Exercise
Work out how many lines of the material below contain the word "serif", then write that number alone.
- - -
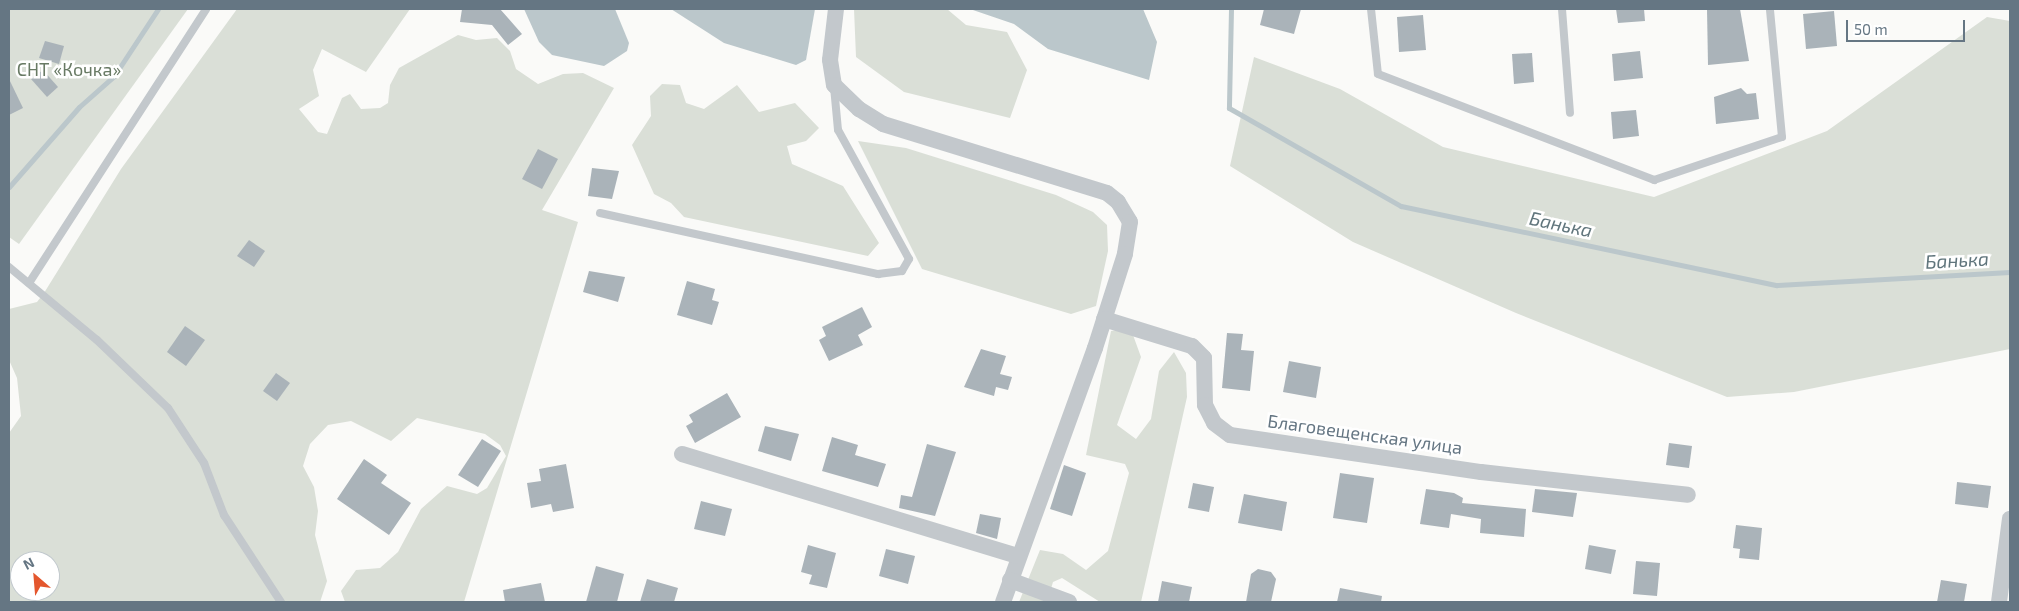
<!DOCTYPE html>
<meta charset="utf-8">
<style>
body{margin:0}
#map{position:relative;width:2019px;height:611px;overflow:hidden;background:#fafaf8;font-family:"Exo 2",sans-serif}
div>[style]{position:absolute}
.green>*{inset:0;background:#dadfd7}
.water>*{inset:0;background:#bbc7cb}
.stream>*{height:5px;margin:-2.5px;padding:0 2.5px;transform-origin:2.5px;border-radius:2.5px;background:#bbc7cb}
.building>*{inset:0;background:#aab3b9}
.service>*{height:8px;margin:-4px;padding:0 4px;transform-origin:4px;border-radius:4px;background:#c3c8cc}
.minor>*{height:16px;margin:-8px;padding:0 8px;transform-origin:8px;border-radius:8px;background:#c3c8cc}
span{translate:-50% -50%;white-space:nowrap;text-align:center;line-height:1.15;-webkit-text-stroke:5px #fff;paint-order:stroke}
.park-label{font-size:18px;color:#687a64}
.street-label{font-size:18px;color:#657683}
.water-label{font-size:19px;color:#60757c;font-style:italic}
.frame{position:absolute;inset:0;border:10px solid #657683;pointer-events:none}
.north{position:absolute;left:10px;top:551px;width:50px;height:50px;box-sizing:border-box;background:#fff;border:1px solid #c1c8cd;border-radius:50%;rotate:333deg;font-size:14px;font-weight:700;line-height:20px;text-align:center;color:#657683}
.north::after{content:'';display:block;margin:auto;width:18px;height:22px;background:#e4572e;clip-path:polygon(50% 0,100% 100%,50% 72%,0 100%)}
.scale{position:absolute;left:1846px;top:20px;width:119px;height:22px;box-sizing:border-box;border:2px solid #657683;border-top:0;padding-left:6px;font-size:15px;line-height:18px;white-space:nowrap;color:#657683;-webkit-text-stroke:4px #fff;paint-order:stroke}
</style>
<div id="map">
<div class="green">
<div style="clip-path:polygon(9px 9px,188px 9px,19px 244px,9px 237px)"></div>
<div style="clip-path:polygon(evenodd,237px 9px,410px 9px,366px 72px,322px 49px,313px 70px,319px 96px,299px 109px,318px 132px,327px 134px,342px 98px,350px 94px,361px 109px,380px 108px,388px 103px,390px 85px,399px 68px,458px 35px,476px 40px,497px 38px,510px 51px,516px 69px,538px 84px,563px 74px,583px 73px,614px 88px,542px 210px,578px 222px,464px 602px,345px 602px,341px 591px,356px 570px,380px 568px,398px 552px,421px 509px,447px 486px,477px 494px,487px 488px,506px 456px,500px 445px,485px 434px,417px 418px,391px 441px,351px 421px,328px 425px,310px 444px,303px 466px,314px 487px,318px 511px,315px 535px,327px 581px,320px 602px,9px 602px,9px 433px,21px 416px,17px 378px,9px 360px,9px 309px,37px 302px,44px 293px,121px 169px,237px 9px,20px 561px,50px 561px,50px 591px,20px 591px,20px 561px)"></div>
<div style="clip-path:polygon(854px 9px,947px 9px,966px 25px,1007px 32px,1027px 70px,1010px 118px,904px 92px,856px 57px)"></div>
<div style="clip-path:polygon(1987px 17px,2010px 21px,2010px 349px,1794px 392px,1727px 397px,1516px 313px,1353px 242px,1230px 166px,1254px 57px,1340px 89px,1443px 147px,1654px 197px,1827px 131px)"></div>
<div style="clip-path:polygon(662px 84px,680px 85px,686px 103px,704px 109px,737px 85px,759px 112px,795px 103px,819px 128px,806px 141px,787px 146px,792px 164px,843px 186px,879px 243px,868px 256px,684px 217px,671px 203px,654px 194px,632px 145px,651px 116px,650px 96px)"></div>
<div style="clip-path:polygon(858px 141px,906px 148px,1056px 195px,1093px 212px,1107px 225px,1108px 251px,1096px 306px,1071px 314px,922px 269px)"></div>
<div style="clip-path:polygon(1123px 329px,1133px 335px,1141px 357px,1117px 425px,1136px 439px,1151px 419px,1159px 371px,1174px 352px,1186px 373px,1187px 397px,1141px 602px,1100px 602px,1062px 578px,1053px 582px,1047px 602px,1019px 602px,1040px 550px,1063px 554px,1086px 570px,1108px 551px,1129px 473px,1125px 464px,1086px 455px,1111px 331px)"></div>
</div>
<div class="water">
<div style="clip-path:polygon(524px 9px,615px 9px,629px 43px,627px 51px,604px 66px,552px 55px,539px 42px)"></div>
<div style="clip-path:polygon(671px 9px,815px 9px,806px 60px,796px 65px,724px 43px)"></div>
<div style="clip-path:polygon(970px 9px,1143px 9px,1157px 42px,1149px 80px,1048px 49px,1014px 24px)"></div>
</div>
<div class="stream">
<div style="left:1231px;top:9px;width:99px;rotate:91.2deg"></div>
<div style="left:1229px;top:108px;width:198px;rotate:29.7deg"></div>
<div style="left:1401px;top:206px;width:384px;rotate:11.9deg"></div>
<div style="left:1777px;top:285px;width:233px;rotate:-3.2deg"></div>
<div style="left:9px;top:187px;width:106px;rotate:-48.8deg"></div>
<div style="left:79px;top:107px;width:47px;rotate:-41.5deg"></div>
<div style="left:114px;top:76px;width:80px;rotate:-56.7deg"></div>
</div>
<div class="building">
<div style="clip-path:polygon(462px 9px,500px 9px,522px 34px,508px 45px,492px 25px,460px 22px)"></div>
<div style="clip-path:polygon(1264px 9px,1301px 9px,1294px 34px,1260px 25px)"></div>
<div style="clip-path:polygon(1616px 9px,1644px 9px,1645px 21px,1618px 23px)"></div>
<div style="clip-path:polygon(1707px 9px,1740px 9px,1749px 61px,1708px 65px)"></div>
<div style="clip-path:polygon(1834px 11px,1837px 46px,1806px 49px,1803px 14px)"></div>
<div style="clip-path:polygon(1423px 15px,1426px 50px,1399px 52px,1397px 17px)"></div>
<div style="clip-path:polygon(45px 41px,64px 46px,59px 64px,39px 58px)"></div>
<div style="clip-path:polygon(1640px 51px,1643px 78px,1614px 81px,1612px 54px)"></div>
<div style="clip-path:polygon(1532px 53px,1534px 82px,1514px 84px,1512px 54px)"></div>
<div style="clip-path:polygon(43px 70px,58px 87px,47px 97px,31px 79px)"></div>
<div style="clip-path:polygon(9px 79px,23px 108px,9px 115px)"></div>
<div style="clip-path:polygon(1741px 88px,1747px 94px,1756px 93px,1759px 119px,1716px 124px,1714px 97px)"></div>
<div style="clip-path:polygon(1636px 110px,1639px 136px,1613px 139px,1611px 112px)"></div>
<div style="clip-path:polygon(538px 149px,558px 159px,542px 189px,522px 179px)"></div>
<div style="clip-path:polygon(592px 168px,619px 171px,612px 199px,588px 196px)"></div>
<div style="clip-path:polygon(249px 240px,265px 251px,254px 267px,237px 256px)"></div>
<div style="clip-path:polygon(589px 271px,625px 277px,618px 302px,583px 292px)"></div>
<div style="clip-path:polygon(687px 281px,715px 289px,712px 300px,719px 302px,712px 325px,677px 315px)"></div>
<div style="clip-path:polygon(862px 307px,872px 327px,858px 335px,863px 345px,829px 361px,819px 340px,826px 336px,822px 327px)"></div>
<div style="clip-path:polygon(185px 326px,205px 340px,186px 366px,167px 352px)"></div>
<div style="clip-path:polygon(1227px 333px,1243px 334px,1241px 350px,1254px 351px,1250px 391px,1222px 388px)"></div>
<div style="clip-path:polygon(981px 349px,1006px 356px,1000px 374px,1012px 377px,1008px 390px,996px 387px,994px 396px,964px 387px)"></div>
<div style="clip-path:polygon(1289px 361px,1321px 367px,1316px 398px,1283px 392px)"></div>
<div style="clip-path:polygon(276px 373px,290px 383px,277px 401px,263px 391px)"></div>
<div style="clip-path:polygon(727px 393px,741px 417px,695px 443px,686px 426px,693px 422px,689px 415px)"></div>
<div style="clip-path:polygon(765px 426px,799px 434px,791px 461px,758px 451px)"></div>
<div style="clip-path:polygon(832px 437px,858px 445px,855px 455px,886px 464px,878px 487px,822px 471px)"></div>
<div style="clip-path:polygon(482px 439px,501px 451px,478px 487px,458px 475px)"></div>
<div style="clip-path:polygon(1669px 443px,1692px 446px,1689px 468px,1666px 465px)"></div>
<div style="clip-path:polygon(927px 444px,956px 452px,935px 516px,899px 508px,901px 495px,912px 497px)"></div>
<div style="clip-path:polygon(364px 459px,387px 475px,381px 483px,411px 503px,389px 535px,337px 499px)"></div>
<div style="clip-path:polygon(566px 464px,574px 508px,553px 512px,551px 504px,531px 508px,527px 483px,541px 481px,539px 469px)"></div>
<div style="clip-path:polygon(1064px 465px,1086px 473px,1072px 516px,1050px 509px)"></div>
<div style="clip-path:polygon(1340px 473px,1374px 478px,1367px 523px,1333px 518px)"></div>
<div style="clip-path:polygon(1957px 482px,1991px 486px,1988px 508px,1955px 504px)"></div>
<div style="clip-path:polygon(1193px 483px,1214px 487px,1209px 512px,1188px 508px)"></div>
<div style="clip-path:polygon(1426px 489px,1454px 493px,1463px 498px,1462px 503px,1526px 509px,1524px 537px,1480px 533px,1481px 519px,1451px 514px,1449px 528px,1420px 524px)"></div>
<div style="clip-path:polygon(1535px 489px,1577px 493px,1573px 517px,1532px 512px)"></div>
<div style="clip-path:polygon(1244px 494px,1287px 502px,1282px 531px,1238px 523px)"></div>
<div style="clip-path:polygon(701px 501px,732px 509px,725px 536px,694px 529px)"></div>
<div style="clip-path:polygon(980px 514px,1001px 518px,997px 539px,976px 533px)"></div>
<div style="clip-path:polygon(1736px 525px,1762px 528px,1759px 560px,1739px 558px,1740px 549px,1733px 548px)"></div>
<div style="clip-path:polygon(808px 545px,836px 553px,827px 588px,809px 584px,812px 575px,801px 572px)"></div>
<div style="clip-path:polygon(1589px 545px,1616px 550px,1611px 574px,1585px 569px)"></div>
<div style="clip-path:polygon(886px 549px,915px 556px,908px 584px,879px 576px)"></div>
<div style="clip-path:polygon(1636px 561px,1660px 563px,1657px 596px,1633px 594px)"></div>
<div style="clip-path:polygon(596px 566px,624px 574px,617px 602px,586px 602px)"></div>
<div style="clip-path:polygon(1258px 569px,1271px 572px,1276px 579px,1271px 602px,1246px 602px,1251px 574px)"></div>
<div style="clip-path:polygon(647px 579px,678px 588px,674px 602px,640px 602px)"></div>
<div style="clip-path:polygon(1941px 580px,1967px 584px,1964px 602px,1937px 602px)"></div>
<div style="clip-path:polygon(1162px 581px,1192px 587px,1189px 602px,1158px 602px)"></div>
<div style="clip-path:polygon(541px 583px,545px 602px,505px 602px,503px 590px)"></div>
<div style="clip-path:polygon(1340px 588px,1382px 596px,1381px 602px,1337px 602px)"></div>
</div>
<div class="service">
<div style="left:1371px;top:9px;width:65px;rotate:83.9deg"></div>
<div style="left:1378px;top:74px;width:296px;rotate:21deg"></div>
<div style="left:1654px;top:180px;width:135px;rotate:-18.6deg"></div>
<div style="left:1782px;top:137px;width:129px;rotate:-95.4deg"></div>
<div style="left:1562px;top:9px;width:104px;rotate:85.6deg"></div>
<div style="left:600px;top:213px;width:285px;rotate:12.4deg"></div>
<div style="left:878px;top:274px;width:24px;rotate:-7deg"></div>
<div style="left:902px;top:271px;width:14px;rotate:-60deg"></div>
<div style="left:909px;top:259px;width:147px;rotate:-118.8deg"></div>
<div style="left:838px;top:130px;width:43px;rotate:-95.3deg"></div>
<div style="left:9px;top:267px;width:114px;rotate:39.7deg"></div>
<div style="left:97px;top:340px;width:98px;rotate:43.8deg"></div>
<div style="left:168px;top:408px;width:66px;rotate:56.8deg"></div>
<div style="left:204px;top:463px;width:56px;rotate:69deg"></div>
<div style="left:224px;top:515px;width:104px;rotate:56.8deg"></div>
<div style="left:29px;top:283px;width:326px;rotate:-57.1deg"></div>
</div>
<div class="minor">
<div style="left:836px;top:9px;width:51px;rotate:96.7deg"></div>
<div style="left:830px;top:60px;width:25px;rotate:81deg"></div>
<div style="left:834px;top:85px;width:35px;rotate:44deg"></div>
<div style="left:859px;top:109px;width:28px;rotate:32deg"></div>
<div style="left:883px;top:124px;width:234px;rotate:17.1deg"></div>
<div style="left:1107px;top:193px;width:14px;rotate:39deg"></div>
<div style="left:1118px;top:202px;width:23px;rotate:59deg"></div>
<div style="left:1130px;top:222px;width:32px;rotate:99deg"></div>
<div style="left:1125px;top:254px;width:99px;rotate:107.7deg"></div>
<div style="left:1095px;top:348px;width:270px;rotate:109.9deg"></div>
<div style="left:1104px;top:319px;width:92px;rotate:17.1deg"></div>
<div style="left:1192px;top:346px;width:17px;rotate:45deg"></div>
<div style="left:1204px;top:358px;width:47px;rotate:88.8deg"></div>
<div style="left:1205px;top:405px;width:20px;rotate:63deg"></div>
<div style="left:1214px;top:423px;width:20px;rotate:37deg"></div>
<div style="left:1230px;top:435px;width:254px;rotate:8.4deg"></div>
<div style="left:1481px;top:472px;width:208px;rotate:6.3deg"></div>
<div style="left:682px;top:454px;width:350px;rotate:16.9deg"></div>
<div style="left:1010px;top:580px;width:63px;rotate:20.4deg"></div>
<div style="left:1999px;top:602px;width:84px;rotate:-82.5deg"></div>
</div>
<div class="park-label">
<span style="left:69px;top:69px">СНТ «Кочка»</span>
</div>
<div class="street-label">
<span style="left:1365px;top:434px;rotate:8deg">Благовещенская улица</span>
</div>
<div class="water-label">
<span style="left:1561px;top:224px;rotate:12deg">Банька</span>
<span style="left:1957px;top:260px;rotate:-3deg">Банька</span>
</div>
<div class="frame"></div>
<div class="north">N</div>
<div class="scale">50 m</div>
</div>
- - -
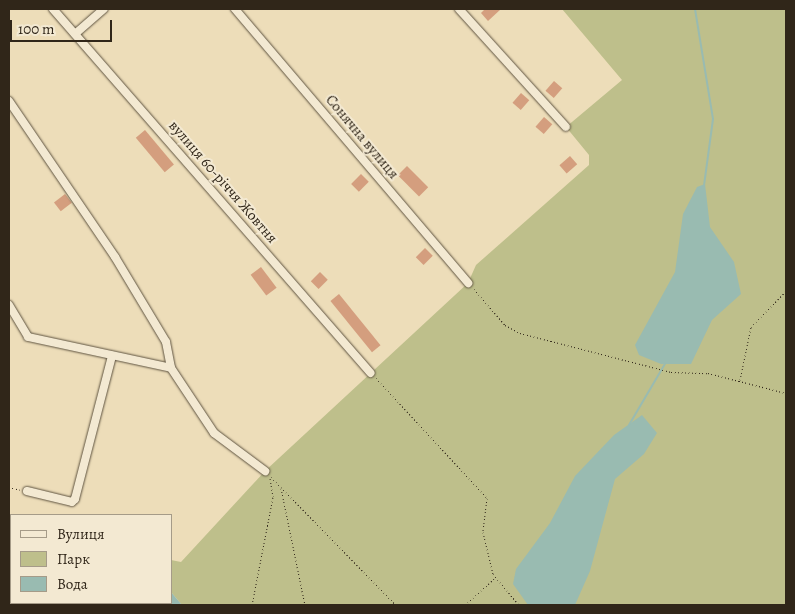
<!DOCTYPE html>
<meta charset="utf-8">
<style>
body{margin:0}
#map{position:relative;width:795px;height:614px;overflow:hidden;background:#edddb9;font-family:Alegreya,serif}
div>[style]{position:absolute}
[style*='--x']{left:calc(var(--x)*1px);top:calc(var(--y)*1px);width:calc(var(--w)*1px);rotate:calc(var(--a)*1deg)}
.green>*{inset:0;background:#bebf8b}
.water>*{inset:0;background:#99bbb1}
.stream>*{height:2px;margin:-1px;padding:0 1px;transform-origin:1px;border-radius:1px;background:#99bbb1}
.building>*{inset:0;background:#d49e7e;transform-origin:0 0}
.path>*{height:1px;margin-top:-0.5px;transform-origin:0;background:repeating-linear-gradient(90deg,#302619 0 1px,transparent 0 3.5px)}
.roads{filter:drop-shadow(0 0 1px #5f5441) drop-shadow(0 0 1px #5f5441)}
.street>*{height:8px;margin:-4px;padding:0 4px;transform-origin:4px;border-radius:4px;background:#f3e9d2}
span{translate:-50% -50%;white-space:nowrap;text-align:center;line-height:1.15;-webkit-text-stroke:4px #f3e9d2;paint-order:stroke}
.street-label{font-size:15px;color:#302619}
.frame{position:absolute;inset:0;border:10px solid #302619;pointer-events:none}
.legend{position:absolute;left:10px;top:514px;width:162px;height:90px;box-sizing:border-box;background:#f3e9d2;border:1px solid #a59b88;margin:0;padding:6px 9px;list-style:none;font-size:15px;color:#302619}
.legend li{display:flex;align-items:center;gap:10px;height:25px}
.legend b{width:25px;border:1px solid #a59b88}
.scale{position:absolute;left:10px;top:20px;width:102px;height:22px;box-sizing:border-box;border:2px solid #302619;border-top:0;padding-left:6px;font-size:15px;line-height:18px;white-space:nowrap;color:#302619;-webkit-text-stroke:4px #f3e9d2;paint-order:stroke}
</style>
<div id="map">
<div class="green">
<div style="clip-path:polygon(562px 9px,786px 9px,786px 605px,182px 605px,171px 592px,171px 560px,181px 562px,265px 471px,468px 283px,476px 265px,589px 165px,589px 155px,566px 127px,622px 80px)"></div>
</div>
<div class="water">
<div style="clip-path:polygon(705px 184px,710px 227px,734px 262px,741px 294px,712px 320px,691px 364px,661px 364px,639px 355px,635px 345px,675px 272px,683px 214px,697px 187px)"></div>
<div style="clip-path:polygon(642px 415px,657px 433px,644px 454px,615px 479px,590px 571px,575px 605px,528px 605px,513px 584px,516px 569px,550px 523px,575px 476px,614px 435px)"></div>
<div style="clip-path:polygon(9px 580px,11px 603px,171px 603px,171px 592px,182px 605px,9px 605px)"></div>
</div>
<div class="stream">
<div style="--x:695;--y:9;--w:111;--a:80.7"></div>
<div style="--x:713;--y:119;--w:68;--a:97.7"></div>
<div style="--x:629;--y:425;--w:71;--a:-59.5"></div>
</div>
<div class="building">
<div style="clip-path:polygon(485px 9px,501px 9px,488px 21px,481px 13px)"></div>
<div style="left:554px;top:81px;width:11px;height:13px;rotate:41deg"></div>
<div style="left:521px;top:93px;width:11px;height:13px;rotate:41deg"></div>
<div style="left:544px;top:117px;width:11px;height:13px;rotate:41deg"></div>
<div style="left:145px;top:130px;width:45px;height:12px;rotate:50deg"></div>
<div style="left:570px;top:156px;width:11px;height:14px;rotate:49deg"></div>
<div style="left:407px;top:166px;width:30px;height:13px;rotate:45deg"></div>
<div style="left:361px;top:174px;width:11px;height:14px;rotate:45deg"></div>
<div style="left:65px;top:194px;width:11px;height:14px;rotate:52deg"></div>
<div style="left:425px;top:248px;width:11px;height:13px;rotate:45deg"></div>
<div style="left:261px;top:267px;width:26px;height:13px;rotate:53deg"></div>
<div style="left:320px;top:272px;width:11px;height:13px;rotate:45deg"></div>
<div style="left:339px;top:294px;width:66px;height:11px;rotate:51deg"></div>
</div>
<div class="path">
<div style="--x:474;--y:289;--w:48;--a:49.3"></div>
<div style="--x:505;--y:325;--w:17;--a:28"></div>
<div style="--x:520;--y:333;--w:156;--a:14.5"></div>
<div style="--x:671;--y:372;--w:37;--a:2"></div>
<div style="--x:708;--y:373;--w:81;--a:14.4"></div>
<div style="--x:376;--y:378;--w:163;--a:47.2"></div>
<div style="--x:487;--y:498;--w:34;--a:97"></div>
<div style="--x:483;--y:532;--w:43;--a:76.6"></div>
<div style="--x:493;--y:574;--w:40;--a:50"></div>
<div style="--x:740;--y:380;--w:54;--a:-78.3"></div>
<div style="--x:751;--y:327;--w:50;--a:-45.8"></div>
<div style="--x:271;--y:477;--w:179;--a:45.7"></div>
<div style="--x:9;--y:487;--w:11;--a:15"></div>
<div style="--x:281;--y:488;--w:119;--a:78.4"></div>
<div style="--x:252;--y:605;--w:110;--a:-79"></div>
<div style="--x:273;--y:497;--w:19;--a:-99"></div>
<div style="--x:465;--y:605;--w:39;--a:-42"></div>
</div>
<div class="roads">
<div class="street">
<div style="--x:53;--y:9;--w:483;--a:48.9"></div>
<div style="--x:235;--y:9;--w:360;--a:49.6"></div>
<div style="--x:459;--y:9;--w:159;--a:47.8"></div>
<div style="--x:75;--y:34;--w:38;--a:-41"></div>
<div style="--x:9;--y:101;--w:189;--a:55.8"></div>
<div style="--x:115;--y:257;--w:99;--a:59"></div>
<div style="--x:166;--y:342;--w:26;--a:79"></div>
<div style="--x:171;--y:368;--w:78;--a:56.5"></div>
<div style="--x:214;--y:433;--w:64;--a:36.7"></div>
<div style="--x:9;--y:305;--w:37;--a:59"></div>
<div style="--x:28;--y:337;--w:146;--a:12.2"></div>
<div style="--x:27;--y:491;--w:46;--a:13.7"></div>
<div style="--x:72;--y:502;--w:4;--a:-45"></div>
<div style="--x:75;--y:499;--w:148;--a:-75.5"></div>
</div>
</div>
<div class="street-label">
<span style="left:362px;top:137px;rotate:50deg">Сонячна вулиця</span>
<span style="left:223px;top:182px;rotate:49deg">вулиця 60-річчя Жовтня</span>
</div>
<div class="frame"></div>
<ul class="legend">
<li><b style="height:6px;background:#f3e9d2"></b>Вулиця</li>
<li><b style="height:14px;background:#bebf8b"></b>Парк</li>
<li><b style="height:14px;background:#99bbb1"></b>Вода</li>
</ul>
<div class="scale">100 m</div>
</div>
- - -
Response to the task
2